[Opening Data shown section]
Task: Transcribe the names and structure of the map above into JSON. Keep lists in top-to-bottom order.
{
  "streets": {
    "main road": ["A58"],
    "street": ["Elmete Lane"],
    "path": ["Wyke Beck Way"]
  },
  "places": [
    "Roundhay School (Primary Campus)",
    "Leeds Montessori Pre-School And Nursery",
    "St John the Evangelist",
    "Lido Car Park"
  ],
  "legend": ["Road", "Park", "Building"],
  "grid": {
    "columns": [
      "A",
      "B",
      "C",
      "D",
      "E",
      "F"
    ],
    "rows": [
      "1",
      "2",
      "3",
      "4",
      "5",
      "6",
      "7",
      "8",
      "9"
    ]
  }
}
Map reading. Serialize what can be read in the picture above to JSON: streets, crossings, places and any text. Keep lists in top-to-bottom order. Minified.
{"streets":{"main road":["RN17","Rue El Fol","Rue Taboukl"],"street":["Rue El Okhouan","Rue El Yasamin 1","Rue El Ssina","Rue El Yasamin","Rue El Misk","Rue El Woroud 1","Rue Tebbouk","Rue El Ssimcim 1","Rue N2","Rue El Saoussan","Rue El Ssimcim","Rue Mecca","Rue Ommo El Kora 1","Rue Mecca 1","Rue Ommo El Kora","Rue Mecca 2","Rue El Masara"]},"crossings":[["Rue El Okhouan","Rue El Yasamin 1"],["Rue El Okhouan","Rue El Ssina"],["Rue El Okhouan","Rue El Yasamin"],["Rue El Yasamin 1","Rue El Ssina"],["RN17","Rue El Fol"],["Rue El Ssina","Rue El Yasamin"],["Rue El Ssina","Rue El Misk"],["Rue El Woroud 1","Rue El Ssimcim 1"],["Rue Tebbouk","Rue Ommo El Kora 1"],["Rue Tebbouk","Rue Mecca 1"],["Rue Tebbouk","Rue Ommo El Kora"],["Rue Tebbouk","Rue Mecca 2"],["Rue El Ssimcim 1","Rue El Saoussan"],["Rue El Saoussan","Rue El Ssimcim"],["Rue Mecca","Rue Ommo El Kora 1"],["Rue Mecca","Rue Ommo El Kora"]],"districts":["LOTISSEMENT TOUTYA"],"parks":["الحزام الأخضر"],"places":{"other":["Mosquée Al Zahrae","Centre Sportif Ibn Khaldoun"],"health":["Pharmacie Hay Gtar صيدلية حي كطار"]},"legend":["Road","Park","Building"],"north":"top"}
[Closing Data shown section]
**About this exercise**
Note every line of the entries in which "above" appears, and copy it down.

**Written response**
Task: Transcribe the names and structure of the map above into JSON. Keep lists in top-to-bottom order.
Map reading. Serialize what can be read in the picture above to JSON: streets, crossings, places and any text. Keep lists in top-to-bottom order. Minified.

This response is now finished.